A rediscovered collection of old rodeo photos has prompted a flood of memories and stories from people across the Top End.
- Photographer Cooper Smith has been sharing her collection of rodeo photos from the 1970s online
- Long-time Kimberley local ‘Froggy’ Finger says they capture the good times and characters of the era
- He says the events were an important social occasion for station workers, who only visited town twice during the season
Photographer Cooper Smith has been uploading her images into the Facebook group Tales from the Top Rail, a public group where members reminisce about days gone by.
During the 1970s she was working in the Northern Territory and Kimberley and always had her camera with her.
She took the photos in between her riding events purely to capture memories for herself.
“We only got to go to one or two events a year, so everyone made the most of it and competed in everything,” she said.
Rare chance to let loose
One photo, taken during a ‘rescue race’ in the mid 1970s, shows two men on the same horse galloping at full speed — with a cigarette firmly between the lips of the front rider.
The horsemen are Alan Young, former manager at Mount House Station, and Robin Finger.
Robin’s brother, Owen ‘Froggy’ Finger moved to the Kimberley in the early 1970s and still lives there today.
He says the photo is typical of the events that were held.
“You’d have a sports day, a rodeo day, and then the races — three days like that.”
He was working at Mount House Station at the time and remembers the Fitzroy and Derby rodeos as a rare chance to socialise.
Ringers would head to the stock camps at the beginning of April and work through until October.
It was unusual to visit town more than twice during the season, the Royal Flying Doctor Service radio was the only way to communicate, and food orders were brought up on state ships.
The combined rodeos and race events offered a chance for the workers to let loose.
“Those stock camps were dry you see.
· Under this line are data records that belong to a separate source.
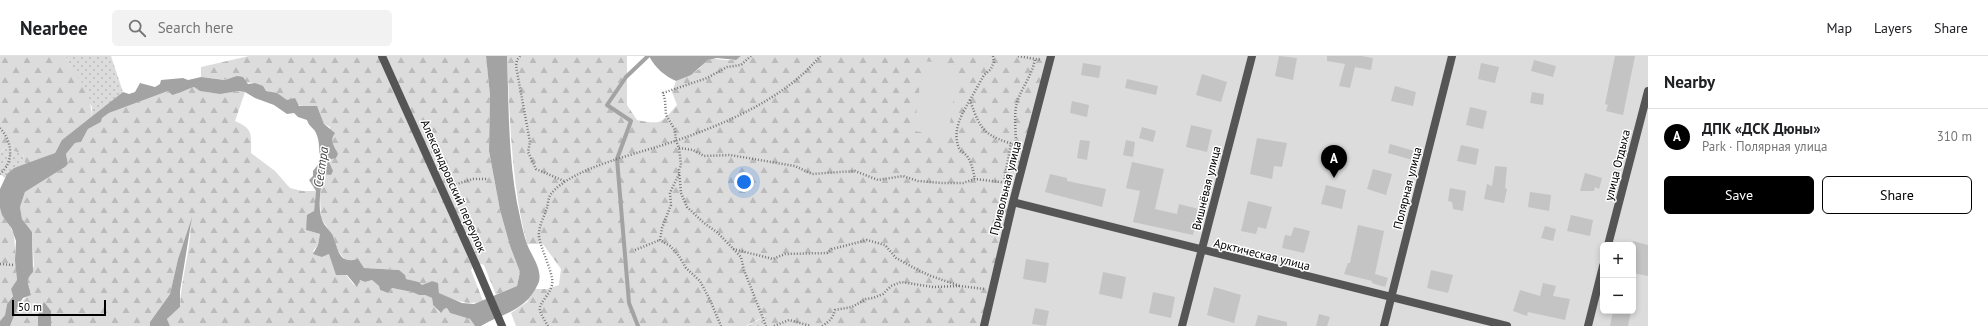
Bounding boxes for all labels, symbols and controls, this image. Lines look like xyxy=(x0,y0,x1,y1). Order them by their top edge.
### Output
search box xyxy=(112,10,392,46)
text: Nearbee xyxy=(20,16,88,40)
icon: search xyxy=(126,17,148,39)
text: Search here xyxy=(158,18,233,37)
text: Map xyxy=(1826,19,1852,37)
text: Layers xyxy=(1874,19,1912,37)
text: Share xyxy=(1934,19,1968,37)
text: Nearby xyxy=(1664,71,1715,93)
street label: Александровский переулок xyxy=(418,117,490,255)
text: ДПК «ДСК Дюны» xyxy=(1702,119,1821,138)
street label: улица Отдыха xyxy=(1601,128,1633,202)
text: A xyxy=(1673,128,1681,145)
text: 310 m xyxy=(1937,128,1972,145)
text: Park · Полярная улица xyxy=(1702,138,1827,155)
street label: Привольная улица xyxy=(986,139,1024,237)
street label: Вишнёвая улица xyxy=(1188,144,1224,232)
water label: Сестра xyxy=(310,145,332,188)
pin: A xyxy=(1321,145,1347,178)
street label: Полярная улица xyxy=(1390,145,1424,231)
your location xyxy=(734,172,754,192)
button: Save xyxy=(1664,176,1814,214)
button: Share xyxy=(1822,176,1972,214)
street label: Арктическая улица xyxy=(1212,235,1312,273)
map controls xyxy=(1600,242,1636,314)
button: + xyxy=(1600,242,1636,278)
button: − xyxy=(1600,278,1636,314)
scale bar xyxy=(12,298,106,317)
text: 50 m xyxy=(18,300,42,314)

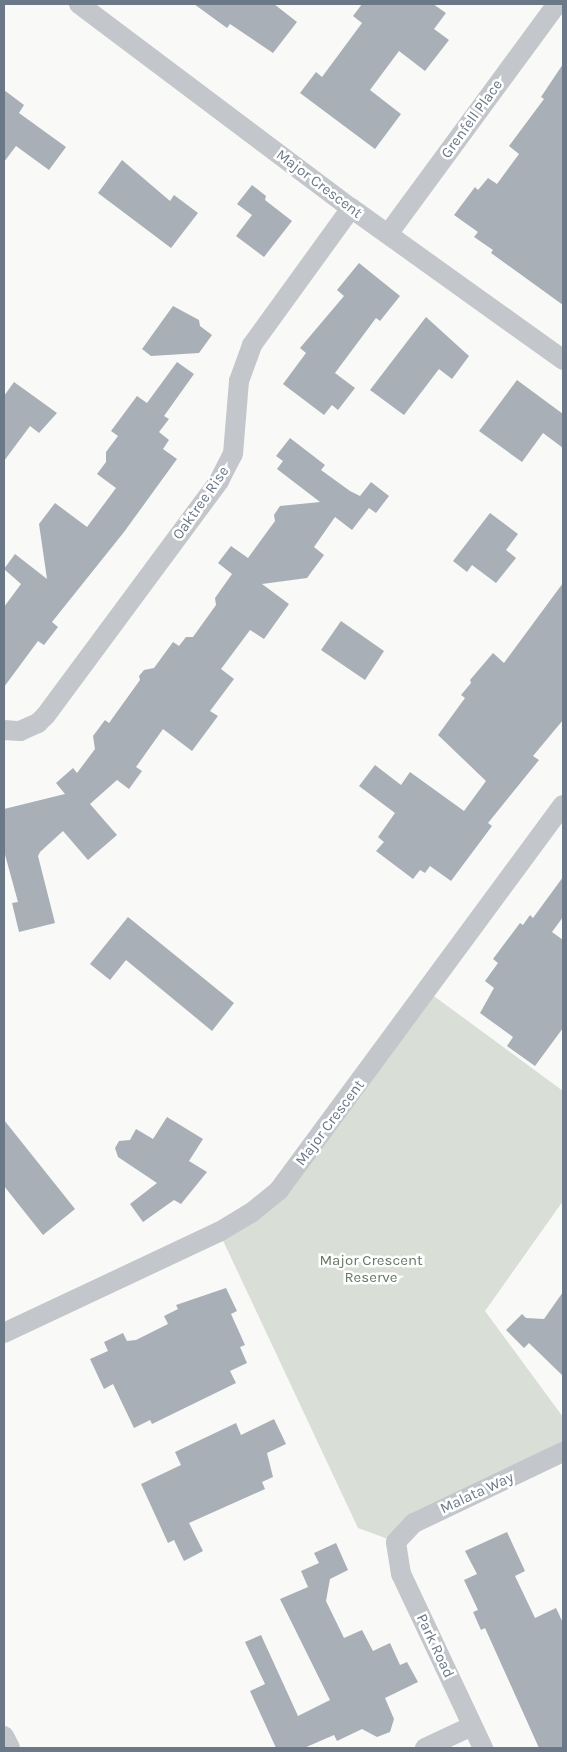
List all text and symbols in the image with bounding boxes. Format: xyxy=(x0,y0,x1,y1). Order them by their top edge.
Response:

The only time you got to drink was when you got to those shows,” Mr Finger said.
“There weren’t many women either, but you didn’t know how to talk to them because you’d been in the bush for so long.”
Change to modern times
Mr Finger remembers losing the sense of community when the telephone was brought in, as people no longer broadcast everything over the radio waves.
As time passed, the roads into the Kimberley slowly turned to bitumen and aerial mustering began to change the way stations operated.
Country race meets, which were once held at Fitzroy Crossing, Halls Creek, and Timber Creek and attended by local trainers, dwindled away.
But rodeos today remain important social events, and the annual bull sale at Fitzroy Crossing is another chance for station workers to catch up.
“The way our season is, as soon as it stops raining you go to work because you’ve only got that nine months or whatever it is.
“And in the wet, well, if everyone retreats back to their station in the wet you don’t see them, unless you come into town and run into someone.”
Rewarding to share
Mr Finger says the photographs capture the characters and lifestyle of the era.
While it could “get a bit messy”, he says there were plenty of good times had at the events.
Ms Smith says since she began sharing the photos she has been contacted by relatives and friends of the riders pictured, including grandchildren who have found photographs of their granddad competing.
“Sharing these photos has been wonderful … I think it is so good for people to look back at it all,” she said.